# What to do
Print the data exactly. Omit the pictures.

# Dataset content
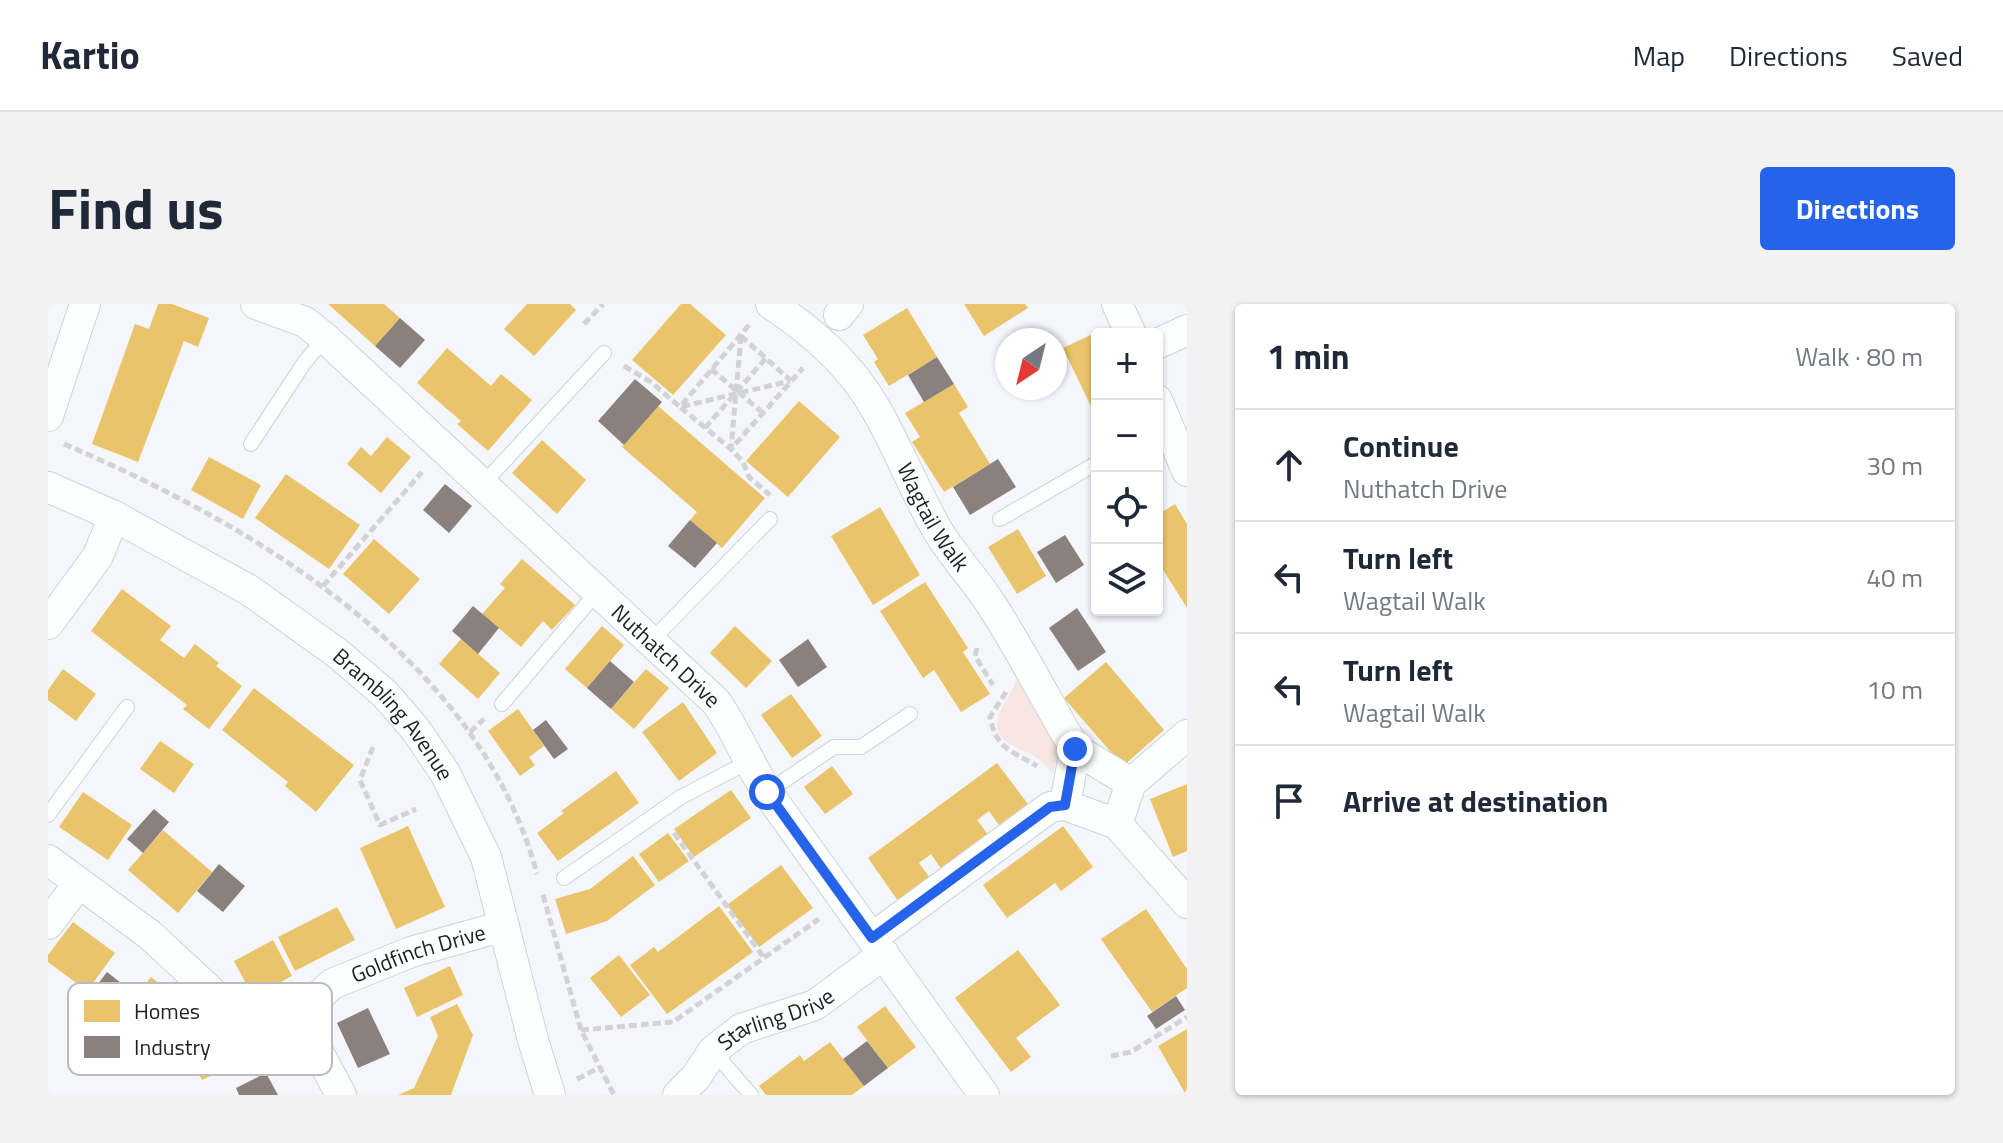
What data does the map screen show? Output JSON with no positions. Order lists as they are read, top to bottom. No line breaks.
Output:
{"streets":{"street":["Wagtail Walk","Nuthatch Drive","Brambling Avenue","Goldfinch Drive","Starling Drive"]},"crossings":[["Nuthatch Drive","Starling Drive"],["Brambling Avenue","Goldfinch Drive"]],"legend":["Homes","Industry"],"north":"bottom left","page":{"header":"Kartio","nav":["Map","Directions","Saved"],"title":"Find us","buttons":"Directions","heading":["1 min","Walk · 80 m"],"map_buttons":["+","−"],"list":[["Continue","Nuthatch Drive","30 m"],["Turn left","Wagtail Walk","40 m"],["Turn left","Wagtail Walk","10 m"],"Arrive at destination"]}}
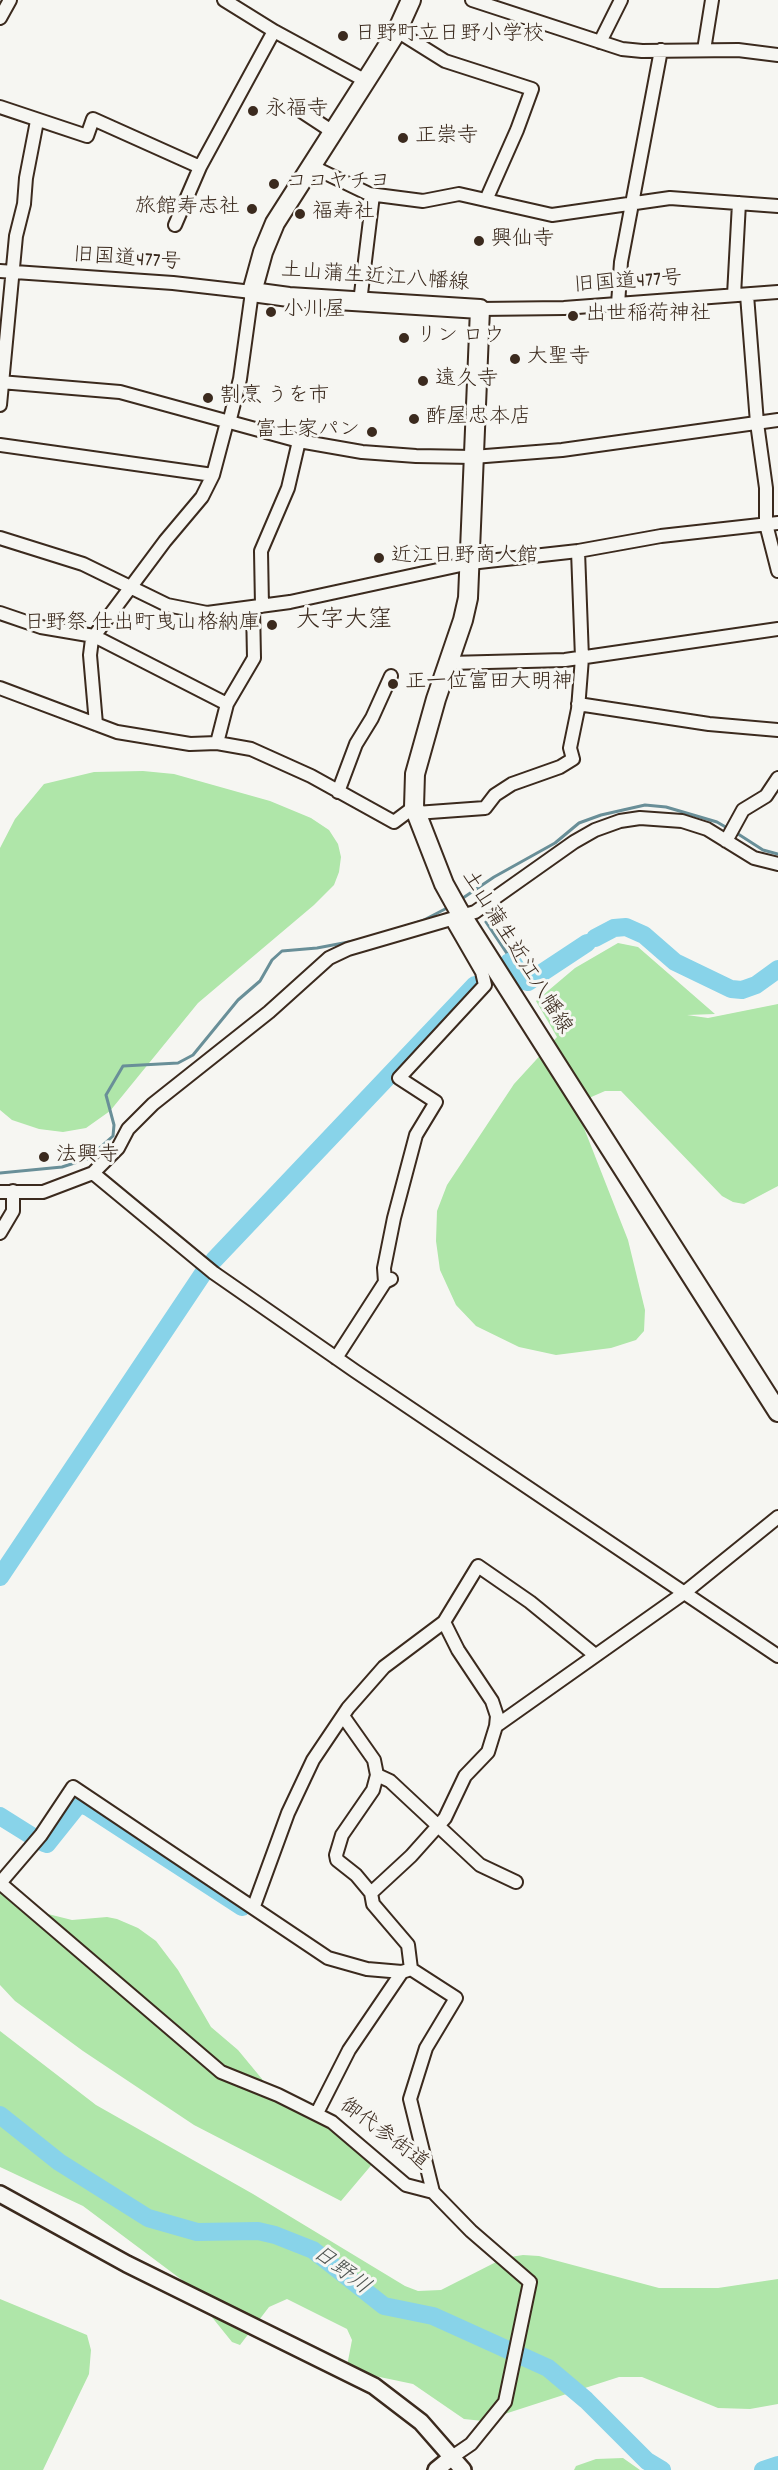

# Answer space
What data does the map screen show? Output JSON with no positions. Order lists as they are read, top to bottom. No line breaks.
Output:
{"streets":{"street":["Wagtail Walk","Nuthatch Drive","Brambling Avenue","Goldfinch Drive","Starling Drive"]},"crossings":[["Nuthatch Drive","Starling Drive"],["Brambling Avenue","Goldfinch Drive"]],"legend":["Homes","Industry"],"north":"bottom left","page":{"header":"Kartio","nav":["Map","Directions","Saved"],"title":"Find us","buttons":"Directions","heading":["1 min","Walk · 80 m"],"map_buttons":["+","−"],"list":[["Continue","Nuthatch Drive","30 m"],["Turn left","Wagtail Walk","40 m"],["Turn left","Wagtail Walk","10 m"],"Arrive at destination"]}}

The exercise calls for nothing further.